> [BRIEF]
Return each line of the listing that contains the string "rows".
....
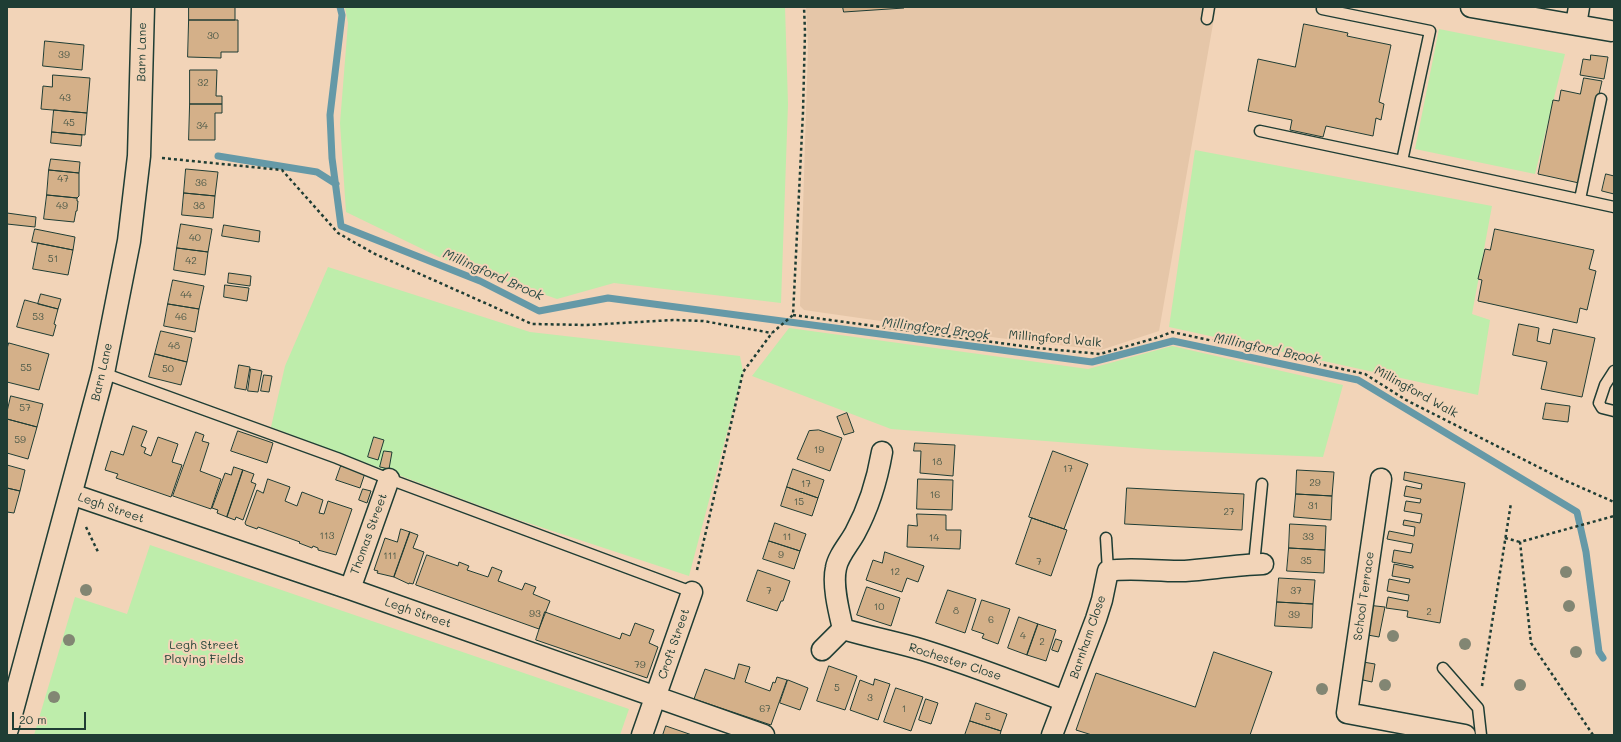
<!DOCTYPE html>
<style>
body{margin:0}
#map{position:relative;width:1621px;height:742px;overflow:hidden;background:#f2d4b8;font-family:Mali,sans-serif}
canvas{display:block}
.frame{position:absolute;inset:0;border:8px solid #1f3d34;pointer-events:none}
.scale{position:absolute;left:12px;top:712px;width:74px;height:18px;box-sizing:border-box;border:2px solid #1f3d34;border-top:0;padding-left:5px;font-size:12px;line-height:14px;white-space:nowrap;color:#1f3d34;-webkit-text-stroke:3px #f2d4b8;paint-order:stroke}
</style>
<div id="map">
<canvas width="1621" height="742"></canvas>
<div class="frame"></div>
<div class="scale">20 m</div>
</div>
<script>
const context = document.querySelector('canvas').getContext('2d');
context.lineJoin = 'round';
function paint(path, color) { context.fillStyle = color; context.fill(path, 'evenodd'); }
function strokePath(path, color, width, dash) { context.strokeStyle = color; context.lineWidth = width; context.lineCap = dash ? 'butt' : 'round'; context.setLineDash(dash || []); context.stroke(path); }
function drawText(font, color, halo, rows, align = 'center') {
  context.font = font + ' Mali,sans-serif'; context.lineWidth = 4; context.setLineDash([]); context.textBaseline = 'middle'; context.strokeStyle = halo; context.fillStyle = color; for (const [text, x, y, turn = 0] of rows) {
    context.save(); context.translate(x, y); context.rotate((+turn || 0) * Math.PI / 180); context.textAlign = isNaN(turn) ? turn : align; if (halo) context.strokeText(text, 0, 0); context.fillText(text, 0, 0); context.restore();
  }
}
const built = new Path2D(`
 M806,7H1216L1159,331L1101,350L999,338L804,310L800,306L808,46Z`);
const green = new Path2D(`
 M345,7H785L788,104L781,303L614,283L557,299L443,259L346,212L340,123L348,23Z
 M1439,29L1565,54L1535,174L1415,149Z
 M1195,150L1492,206L1472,314L1490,320L1478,395L1169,327Z
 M328,267L530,332L740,356L743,372L689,576L510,517L271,427L285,366Z
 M789,328L1088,369L1172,346L1343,385L1323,457L1161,450L891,429L752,376Z
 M150,545L629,709L620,735H34L75,597L127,614Z`);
const stream = new Path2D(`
 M340,7L342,15L330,115L332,158L341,226L480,281L539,311L608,298L1092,362L1173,341L1358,380L1577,512L1586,552L1599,652L1603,658
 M218,156L317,172L336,184`);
const building = new Path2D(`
 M189,7H235V20H189Z
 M843,7H904V8L844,12Z
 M189,20H238V52H221V58L188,57Z
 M1304,24L1348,33L1347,36L1391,45L1379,102L1384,104L1381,120L1376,118L1373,136L1326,126L1323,137L1290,130L1292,120L1248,111L1258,59L1295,67Z
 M45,41L84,45L82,70L43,66Z
 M1591,55L1608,57L1604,79L1580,75L1583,59L1590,60Z
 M190,70H217L216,96H222V104H190Z
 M53,75L90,78L87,113L41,109L43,86L52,87Z
 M1584,78L1602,81L1579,183L1538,174L1553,100L1559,101L1561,90L1580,94Z
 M190,104H222V113H215V140H189Z
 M54,110L87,113L85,135L52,132Z
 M52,132L82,135L81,146L51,143Z
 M51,159L80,162L79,173L49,170Z
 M186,169L218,172L215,196L184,193Z
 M49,170L79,173V196L77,198L47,195Z
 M1606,174L1614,176V194L1602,191Z
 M184,193L215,196L213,218L182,215Z
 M47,195L77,198V201H78L77,211H76L74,222L44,219Z
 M7,213L36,217L35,227L7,224Z
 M181,224L212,229L208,252L177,248Z
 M224,225L260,231L259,242L222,236Z
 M35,229L75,237L73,250L32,242Z
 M1495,229L1594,250L1589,269L1596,271L1587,310L1580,308L1577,323L1478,301L1482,280L1478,279L1485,249L1490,250Z
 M38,243L73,250L68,275L33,269Z
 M177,248L208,252L205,275L174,270Z
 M229,273L251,276L250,286L228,283Z
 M173,280L204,286L199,309L168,304Z
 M225,285L249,288L247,301L224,297Z
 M41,294L61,299L58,309L38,304Z
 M25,300L58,309L54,324L56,325L53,336L17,327Z
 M168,304L199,309L195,332L164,326Z
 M1519,324L1539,328L1537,341L1550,344L1553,329L1595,338L1582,397L1541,389L1547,362L1513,355Z
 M161,331L192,338L187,362L155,354Z
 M9,343L49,354L39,390L7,382V349Z
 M155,354L187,362L181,385L149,377Z
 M239,365L250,367L246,390L235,388Z
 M251,369L262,371L258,392L248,391Z
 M264,375L272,376L269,392L261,391Z
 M11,396L43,404L37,427L7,419V412Z
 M1546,403L1570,406L1568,422L1543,419Z
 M847,413L854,432L844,435L837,417Z
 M7,419L37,427L28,459L7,453Z
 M133,426L147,431L141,446L146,448L144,453L151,456L158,437L178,444L172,462L182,465L171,497L116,478L118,474L105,470L111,451L123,455Z
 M819,430L842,438L830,471L797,459L809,431Z
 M238,431L273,443L267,463L231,451Z
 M196,432L204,435L202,441L209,443L200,471L221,479L211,509L173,496Z
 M374,437L384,440L378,460L368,457Z
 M915,443L955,445L953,476L920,473L921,451H914Z
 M384,451L392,452L389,469L380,467Z
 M1053,451L1088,464L1064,529L1029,517Z
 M7,465L25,470L20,491L7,488Z
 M341,466L365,473L360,488L336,480Z
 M234,467L243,470L227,517L217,513L218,510L212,508L225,473L231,475Z
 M793,469L824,480L818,498L787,487Z
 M243,470L254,474L251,482L256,484L243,520L236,517L235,520L227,517Z
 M1297,470L1334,472L1332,496L1296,494Z
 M1405,472L1465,483L1440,623L1407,617L1408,611L1386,608L1388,597L1408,601L1409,595L1387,591L1389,579L1409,583L1410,579L1392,576L1394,564L1413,568V566L1392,562L1394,550L1411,553L1413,544L1387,539L1389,531L1414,536L1415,527L1403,525L1404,520L1420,523L1422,514L1404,511L1406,501L1420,503L1421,499L1404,496L1406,486L1421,489L1422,484L1404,480Z
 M268,479L290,487L285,501L297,506L302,492L323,500L319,513L324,514L328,501L352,509L336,555L318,550V548L313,546L312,548L299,543L300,542L258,527L257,529L246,525L245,523L257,490L263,493Z
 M918,479L953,480L952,510L917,509Z
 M787,487L818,498L812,516L781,506Z
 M7,488L20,491L14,513L7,512Z
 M1127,488L1244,494L1242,530L1125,524Z
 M363,489L371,491L367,503L359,500Z
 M1296,494L1332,496L1331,520L1294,517Z
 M917,514L946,515V530H961L960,549L907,547L908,525L917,526Z
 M1032,518L1067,530L1051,576L1016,564Z
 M775,523L806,534L800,551L769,541Z
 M1290,524L1326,526L1325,550L1289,548Z
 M401,529L410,532L394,577L377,573L378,571L374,570L385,538L397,542Z
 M410,532L418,535L413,548L424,552L413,584L409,583V584L394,577Z
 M769,541L800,551L794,569L763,559Z
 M1289,548L1325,550L1324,573L1287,571Z
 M885,552L924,566L918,582L907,578L902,592L866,580L873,560L882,563Z
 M427,555L458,566L459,562L469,566L467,570L488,577L492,567L502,571L498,581L522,590L525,583L536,587L533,594L550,601L539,629L416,585Z
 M758,570L790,581L783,601H781L777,611L747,601Z
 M1279,578L1315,580L1313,604L1277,602Z
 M867,587L900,598L891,626L857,615Z
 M948,590L976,599L965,633L936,623Z
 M982,600L1010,609L998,644L982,638L984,634L972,630Z
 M1277,602L1313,604L1312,628L1275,626Z
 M1367,605L1385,607L1379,637L1362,634Z
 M545,612L620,639L622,633L630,636L635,623L654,630L649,643L658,647L647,678L536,640Z
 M1019,617L1038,624L1027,655L1008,648Z
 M1038,624L1056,630L1046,661L1027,655Z
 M1056,639L1062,641L1058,652L1052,650Z
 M1214,652L1272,672L1250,735H1092L1076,730L1096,673L1195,707Z
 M1357,661L1375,664L1372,682L1354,678Z
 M739,664L750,667L745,682L770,691L773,682L775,683L777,677L787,680L771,725L694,699L705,669L734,679Z
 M829,666L857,676L845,710L817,701Z
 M875,679L890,684L878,720L850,710L860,680L873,685Z
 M788,680L808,688L800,710L780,703Z
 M896,688L923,697L911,731L884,722Z
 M926,699L938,703L931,724L919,720Z
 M976,703L1007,714L1001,731L970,721Z
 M970,721L1001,731L1000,735H965Z
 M666,726L692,735H663Z`);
const path = new Path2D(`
 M162,158L282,170L338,233L373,253L532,324L587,325L673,320L703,321L772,333
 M793,315L1037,348L1100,354L1159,337L1172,332L1365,374L1406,400L1564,480L1614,502
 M86,527L99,554
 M1505,538L1520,542
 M697,570L743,372L772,333L793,315L803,112L805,32L804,7
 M1482,686L1511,503
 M1593,735L1531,643L1520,542L1614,516`);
const service = new Path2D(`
 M1322,9L1430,31L1402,161L1614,207
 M1207,19L1209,7
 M1260,131L1402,161
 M1580,199L1601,99
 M1614,371L1605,385L1599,403L1602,408L1614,411
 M103,373L337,458L389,479L692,592
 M1106,538L1108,571
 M1254,564L1262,484
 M1443,668L1478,708L1481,735`);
const minor = new Path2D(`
 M1471,7L1576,25L1579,7
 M1576,25L1611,31
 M882,452C877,481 869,507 855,533C849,544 838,556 836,568C832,585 839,612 843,629C869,637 897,642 923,650C971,665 1018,683 1065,701
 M1381,479L1347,713L1465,735
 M71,494L350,589L764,735
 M350,589L389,479
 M822,650L843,629
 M642,735L692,592
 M1052,735L1096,619L1102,600L1108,571C1132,567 1160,572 1185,571C1211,569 1237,565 1263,564`);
const tertiary = new Path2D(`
 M7,729L103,373L129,241L139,156L143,7`);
const trees = [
 [1566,572],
 [86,590],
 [1569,606],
 [1393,636],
 [69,640],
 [1465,644],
 [1576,652],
 [1385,685],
 [1520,685],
 [1322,689],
 [54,697]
];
const numberNames = [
 ["30",213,36],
 ["39",64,55],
 ["32",203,83],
 ["43",65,98],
 ["45",69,123],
 ["34",202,126],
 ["47",63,179],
 ["36",201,183],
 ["49",62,206],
 ["38",199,206],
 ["40",195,238],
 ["51",53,259],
 ["42",191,261],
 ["44",186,295],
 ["53",38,317],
 ["46",181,317],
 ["48",174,346],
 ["55",26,368],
 ["50",168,369],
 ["57",25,408],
 ["59",20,440],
 ["19",819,450],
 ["18",937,462],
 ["17",1068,469],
 ["29",1315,483],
 ["17",806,484],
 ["16",935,495],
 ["15",799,502],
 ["31",1313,506],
 ["27",1229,512],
 ["113",327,536],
 ["11",787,537],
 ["33",1308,537],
 ["14",934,538],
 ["9",781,555],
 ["111",390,556],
 ["35",1306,561],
 ["7",1039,562],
 ["12",895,572],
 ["7",769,591],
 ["37",1296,591],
 ["10",879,607],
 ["8",956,611],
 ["2",1429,612],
 ["93",535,614],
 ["39",1294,615],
 ["6",991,620],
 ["4",1023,636],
 ["2",1042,642],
 ["79",640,665],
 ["5",837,688],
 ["3",870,698],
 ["67",765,709],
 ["1",904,709],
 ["5",988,717]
];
const streetNames = [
 ["Barn Lane",142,52,-89],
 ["Millingford Walk",1055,339,5],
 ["Barn Lane",102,372,-77],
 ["Millingford Walk",1416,392,29],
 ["Legh Street",111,508,19],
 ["Thomas Street",369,534,-70],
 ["School Terrace",1364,596,-82],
 ["Legh Street",418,613,19],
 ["Barnham Close",1088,637,-71],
 ["Croft Street",674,644,-71],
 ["Rochester Close",955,662,18]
];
const parkNames = [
 ["Legh Street",204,645],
 ["Playing Fields",204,659]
];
const waterNames = [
 ["Millingford Brook",493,275,24],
 ["Millingford Brook",936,329,7],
 ["Millingford Brook",1267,349,12]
];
paint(built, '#e5c6a8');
paint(green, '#beedab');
strokePath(stream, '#6599a7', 7);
paint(building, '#d4b089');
strokePath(building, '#1f3d34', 1);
strokePath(service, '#1f3d34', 13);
strokePath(minor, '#1f3d34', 23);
strokePath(tertiary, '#1f3d34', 25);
strokePath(path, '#1f3d34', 2.5, [3, 3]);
strokePath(service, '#f2d4b8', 10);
strokePath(minor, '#f2d4b8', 20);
strokePath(tertiary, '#f2d4b8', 22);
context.fillStyle = '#828673';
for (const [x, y] of trees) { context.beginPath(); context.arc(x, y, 6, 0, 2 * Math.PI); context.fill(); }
drawText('10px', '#4c5a49', null, numberNames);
drawText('12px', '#1f3d34', '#f2d4b8', streetNames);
drawText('12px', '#27463a', '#f2d4b8', parkNames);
drawText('italic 13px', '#2b4c47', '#f2d4b8', waterNames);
</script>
....
> [ANSWER BOX]
function drawText(font, color, halo, rows, align = 'center') {
  context.font = font + ' Mali,sans-serif'; context.lineWidth = 4; context.setLineDash([]); context.textBaseline = 'middle'; context.strokeStyle = halo; context.fillStyle = color; for (const [text, x, y, turn = 0] of rows) {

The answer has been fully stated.